Microsoft is heading to college campuses to promote its Windows Live service in a new way -- by hosting college e-mail accounts. Called Windows Live@edu, 72 colleges worldwide have signed onto the service and discussions are ongoing with almost 200 more. The e-mail service provides a familiar interface to many students as it is patterned after Hotmail. However, students do not receive a hotmail.com or msn.com e-mail address, as the accounts it carry the domain of their respective school. The move is intended to promote the Windows Live suite of services, and also establish continuing loyalty. Although the Live services are traditionally advertiser supported, Live@edu accounts would not show ads to users while they are in school. Microsoft does, however, reserve the right to turn on the ads after they graduate. The Redmond company believes that catching the students early on will turn them into life-long users of Windows Live. They would likely create a Windows Live Messenger account, start a blog and organize their favorites under this e-mail account -- especially if they plan to continue using it, Microsoft says. Google recently announced a similar program for its Gmail service, serving students of San Jose City College in California. Microsoft touts its service as better, as it provides much more control to the IT administrator than Google's option. Also, the infrastructure to provide the Live@edu is already present, which means there is little cost associated in offering it. But although there has been a rapid uptake of the service, the company says it still meets resistance and skepticism. In return, Microsoft has been assuring education institutions that its only motivation is to get students using Windows Live, promising there are no ulterior plans.

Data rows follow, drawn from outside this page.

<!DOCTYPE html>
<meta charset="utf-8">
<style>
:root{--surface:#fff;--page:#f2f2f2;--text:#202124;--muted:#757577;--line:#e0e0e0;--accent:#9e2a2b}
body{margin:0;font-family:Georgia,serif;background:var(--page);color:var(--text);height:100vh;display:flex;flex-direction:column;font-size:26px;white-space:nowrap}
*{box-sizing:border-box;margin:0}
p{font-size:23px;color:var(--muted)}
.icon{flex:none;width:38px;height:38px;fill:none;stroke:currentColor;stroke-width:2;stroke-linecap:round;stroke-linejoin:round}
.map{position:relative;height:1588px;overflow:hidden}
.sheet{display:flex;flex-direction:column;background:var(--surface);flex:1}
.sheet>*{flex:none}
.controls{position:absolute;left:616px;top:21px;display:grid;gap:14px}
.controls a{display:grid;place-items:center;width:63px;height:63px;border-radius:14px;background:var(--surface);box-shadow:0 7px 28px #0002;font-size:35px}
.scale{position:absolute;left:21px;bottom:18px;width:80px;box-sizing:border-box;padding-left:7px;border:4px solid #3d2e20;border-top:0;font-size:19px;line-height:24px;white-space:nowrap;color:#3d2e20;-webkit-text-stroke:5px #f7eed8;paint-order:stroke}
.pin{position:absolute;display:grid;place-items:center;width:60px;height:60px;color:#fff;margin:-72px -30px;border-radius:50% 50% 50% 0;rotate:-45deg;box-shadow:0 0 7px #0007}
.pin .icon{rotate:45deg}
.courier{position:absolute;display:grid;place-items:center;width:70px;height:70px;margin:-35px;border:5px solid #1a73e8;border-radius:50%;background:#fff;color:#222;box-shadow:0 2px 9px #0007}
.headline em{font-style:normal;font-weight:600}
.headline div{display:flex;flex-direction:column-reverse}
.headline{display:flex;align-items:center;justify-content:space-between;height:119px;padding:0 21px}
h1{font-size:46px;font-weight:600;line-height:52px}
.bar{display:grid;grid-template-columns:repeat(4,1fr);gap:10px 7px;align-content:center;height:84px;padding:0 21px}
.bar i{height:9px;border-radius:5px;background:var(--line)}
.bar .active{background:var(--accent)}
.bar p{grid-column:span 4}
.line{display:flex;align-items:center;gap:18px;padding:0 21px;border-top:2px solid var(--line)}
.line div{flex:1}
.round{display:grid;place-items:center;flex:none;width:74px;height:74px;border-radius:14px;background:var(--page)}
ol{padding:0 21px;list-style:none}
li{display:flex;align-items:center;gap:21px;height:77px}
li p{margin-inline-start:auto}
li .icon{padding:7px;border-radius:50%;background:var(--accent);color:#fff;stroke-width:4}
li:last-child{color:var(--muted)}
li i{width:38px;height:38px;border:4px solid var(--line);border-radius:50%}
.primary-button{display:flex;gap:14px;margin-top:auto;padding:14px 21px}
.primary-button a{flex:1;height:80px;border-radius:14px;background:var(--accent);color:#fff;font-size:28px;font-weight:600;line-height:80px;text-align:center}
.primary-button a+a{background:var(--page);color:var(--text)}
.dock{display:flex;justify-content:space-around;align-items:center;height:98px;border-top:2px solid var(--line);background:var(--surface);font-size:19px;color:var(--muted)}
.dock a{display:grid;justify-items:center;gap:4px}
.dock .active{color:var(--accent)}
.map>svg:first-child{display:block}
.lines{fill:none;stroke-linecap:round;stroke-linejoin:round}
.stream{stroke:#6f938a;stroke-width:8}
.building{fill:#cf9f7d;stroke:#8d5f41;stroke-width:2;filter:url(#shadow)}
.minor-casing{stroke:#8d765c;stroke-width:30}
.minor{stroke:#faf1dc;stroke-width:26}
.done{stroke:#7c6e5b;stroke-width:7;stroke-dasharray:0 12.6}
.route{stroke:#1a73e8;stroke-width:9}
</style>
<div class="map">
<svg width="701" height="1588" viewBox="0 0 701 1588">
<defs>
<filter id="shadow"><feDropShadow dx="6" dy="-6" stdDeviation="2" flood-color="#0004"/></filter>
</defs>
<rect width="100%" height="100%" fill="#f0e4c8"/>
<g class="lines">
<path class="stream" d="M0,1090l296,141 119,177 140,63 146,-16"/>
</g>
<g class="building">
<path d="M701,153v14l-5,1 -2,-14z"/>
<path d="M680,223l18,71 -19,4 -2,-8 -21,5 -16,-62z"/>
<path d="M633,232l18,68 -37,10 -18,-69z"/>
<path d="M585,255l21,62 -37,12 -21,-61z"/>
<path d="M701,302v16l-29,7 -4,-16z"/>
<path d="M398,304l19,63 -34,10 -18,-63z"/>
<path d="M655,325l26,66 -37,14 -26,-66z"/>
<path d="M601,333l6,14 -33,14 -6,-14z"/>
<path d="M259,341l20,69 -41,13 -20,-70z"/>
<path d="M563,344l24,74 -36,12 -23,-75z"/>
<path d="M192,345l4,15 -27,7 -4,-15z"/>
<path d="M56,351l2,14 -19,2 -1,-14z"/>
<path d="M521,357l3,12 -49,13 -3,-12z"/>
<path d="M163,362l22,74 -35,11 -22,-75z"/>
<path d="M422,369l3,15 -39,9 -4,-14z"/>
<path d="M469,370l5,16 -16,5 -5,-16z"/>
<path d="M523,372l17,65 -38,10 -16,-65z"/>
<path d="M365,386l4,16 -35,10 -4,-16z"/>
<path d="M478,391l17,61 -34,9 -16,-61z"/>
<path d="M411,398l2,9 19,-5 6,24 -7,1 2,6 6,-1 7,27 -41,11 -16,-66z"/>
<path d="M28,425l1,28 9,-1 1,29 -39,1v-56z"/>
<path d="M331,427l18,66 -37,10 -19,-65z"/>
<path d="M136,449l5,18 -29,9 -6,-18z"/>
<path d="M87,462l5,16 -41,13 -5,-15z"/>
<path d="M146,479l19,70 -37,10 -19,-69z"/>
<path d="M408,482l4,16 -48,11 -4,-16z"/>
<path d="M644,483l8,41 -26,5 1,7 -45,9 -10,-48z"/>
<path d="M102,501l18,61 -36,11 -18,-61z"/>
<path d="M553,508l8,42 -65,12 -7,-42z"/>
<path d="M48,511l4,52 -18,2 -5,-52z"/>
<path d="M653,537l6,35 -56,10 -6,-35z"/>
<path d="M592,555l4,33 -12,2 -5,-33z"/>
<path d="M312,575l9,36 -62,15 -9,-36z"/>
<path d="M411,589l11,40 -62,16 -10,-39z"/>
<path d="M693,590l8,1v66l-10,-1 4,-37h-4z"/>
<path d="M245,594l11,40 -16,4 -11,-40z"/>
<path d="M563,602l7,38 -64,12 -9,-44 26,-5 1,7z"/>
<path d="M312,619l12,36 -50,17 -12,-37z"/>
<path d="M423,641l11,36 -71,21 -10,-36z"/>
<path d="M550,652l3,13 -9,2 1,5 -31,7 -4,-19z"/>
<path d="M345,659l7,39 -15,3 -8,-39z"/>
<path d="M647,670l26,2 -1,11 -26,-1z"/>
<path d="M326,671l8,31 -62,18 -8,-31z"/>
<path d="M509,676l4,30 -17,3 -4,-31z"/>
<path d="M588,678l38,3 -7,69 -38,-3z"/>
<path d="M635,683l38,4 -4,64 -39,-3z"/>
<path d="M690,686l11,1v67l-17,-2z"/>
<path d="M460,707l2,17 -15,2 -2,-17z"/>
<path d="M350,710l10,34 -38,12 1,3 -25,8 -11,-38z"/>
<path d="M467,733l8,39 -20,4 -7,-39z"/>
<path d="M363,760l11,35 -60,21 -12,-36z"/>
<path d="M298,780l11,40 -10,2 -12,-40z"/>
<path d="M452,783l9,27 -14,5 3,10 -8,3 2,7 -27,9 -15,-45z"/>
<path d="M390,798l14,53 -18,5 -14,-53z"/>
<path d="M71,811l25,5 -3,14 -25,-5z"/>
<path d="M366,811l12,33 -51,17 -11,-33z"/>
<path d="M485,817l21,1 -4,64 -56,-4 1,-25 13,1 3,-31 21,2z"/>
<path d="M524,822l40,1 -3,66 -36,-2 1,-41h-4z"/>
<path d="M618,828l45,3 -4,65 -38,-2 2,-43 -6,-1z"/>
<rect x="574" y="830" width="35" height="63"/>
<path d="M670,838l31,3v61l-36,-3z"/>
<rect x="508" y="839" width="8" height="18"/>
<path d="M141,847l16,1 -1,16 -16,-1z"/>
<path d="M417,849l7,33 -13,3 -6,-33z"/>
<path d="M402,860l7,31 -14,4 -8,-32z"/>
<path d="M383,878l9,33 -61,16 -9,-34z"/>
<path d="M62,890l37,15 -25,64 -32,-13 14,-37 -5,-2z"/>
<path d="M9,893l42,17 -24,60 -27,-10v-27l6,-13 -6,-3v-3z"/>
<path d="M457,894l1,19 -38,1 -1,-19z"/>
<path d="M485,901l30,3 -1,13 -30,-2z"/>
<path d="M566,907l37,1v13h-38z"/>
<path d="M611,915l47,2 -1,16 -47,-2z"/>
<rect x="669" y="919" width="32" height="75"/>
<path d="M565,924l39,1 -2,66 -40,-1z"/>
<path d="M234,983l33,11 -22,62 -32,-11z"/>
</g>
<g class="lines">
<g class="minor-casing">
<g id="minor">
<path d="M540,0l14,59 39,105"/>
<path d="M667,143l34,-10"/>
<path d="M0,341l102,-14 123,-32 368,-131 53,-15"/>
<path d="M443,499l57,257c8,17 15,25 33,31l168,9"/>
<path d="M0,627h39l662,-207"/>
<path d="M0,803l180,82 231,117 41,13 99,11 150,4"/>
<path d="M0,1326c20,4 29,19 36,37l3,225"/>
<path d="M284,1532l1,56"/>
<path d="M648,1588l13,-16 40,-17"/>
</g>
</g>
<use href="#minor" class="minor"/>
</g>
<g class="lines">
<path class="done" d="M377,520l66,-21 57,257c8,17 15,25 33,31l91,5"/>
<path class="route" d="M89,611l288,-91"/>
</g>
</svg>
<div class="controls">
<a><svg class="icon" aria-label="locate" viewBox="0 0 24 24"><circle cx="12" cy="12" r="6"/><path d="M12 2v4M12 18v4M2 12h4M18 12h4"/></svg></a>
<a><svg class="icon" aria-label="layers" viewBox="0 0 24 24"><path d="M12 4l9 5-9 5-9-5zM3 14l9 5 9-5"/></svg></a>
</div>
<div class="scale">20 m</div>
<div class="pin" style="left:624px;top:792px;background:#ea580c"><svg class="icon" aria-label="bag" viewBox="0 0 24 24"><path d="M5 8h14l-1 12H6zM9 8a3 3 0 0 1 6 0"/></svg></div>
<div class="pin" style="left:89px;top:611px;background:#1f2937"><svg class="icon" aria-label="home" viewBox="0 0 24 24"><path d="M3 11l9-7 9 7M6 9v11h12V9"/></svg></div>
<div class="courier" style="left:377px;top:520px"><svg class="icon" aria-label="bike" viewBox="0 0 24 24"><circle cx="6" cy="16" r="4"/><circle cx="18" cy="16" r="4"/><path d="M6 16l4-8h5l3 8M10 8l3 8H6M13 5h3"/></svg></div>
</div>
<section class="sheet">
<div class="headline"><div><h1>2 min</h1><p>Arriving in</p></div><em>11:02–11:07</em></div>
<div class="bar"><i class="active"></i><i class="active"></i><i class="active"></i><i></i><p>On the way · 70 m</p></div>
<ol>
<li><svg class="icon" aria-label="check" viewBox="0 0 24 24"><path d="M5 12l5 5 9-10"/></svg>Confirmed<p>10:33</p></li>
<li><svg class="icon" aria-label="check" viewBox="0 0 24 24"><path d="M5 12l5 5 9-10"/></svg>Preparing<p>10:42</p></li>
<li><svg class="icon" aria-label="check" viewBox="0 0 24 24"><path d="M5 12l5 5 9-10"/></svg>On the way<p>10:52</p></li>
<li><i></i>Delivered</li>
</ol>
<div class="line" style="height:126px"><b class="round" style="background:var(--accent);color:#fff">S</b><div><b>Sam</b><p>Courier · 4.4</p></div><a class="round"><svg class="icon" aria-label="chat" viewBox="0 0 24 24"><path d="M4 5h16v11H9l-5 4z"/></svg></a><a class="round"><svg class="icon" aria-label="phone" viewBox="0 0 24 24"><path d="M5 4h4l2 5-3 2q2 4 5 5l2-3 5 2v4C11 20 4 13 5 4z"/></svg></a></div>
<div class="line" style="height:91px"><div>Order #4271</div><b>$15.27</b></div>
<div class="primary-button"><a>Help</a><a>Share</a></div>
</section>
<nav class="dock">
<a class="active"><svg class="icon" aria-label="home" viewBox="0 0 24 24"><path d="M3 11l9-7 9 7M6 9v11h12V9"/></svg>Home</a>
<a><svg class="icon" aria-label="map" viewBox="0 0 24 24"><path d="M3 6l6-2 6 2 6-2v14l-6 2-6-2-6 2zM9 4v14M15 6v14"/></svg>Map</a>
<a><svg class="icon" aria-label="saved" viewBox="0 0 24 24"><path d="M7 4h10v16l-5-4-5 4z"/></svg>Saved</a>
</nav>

Selling themselves to schools is fine, but what I have a problem with is that the only browser the support is IE6, and they don't support POP, IMAP, or email forwarding. I mean this is just nothing but a MSTrap! I would think it's self-demeaning on MSFT's behalf, no?

I would have thought that by now people have started thinking that it's just not cool to use purely MSFT things and surrender any freedom of choice, I mean at least IT managers. And IMAP/POP allows you to use mail clients, and are such a huge step up from web-based email, as far as organising your mailbox/address book goes. That they refuse to let people do this really dirty business.

Anyway, thinking that targetting college is a way of catching students early might be naive: These days even the least technically savy HS student has an email address and probably uses some mail client.

I think, and hope, that this will be met with some resistance and displeasure by students. The computer/online life is, these days, such a huge part of our lives that it's crucial to educate oneself in this area, about the choices that exist and the advantages/disadvantages between them.

In the coming years our electronic lives will play a growing part in our human lives, and it's dangerous for everyone if this area is controlled by a single entity. There're even movies made about this sort of thing. We'll be living in a dictatorship, essentially.

Foremost I think it's important for governments to move to using information infrastructure that is not vended by a commercial party. Otherwise our governments themselves may come at the mercy of a commercial force.

One painless solution is for MSFT to be split up into a number of different corporations: one for IE; one for the OS; one for Office; etcetera. This would not even require the masses to learn something other than Windows, at the same time creating a less dangerous world.